Many of us out here do not believe Trump is sincerely concerned about the incidents of police conduct that have brought people into the street in protest. He seems much more concerned about the damage done by the rioters who have erupted. I understand that concern; that conduct troubles me, too … so on that score, POTUS and I are on the same page.

However, the issue goes way beyond that aspect and Trump hasn’t talked openly and sincerely about the concerns that have prompted the protests.

If we hear from Teleprompter Trump during an Oval Office speech, I doubt seriously whether he would move anyone to believe he finally gets it. That version of Donald Trump simply is not believable. He reads prepared text as if he’s being held hostage.

The other Trump, the one in which he is merely himself, well … that version of this con man is incapable of speaking to us about matters of the heart.
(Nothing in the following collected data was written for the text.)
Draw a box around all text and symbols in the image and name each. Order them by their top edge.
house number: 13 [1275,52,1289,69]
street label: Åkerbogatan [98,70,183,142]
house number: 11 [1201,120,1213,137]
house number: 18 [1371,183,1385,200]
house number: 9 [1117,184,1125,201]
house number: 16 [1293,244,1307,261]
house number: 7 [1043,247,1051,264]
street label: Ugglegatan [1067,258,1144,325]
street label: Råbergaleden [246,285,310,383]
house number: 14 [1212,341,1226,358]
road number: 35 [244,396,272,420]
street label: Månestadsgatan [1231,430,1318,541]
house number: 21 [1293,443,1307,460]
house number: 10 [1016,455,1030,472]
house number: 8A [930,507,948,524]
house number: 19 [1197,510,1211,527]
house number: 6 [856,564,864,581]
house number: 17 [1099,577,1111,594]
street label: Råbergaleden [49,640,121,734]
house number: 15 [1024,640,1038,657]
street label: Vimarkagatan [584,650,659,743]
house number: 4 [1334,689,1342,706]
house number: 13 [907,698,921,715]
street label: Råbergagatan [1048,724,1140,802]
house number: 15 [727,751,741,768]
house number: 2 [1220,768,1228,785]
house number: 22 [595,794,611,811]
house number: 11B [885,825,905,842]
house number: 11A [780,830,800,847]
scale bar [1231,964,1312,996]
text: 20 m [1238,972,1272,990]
I have next to zero hope that Donald Trump is wired in a way that can deliver a heartfelt speech about race relations in this country. I mean, this clown is the Godfather of the Birther Movement, who sought to disparage the candidacy of the man who became the first African-American ever elected president of the United States.

Love, not hate, fuels anti-Trump rhetoric

I am an old-fashioned fellow in many respects.

I love pageantry. I love singing the National Anthem. I enjoy military parades. I take pleasure in shaking the hands of World War II and Korean War veterans. I revere political tradition and decorum.

Thus, when I criticize Donald J. Trump, it is not out of hate — as some critics of this blog seem to believe — but out of love. Not for the president, mind you. But for the office he occupies and my love of the tradition he has managed to trash almost since the moment he pulled his hand off the Bible at his inauguration.

Critics of this blog purport to read my mind and delve into my heart when they accuse me of spewing hate-filled rhetoric. The thing is, they don’t know me. Some of ’em, though, do like referring to me by my first name, as if to suggest some form of faux familiarity with me. They don’t understand why I say what I do about the president.

One does not go to war for a country he hates. He does so out of love for the country. I got the call to go to war for my country in 1969. I didn’t do so gladly, but out of a sense of duty to the nation that ordered me to go far away and participate in a war that was raging when I arrived and was still raging when I left.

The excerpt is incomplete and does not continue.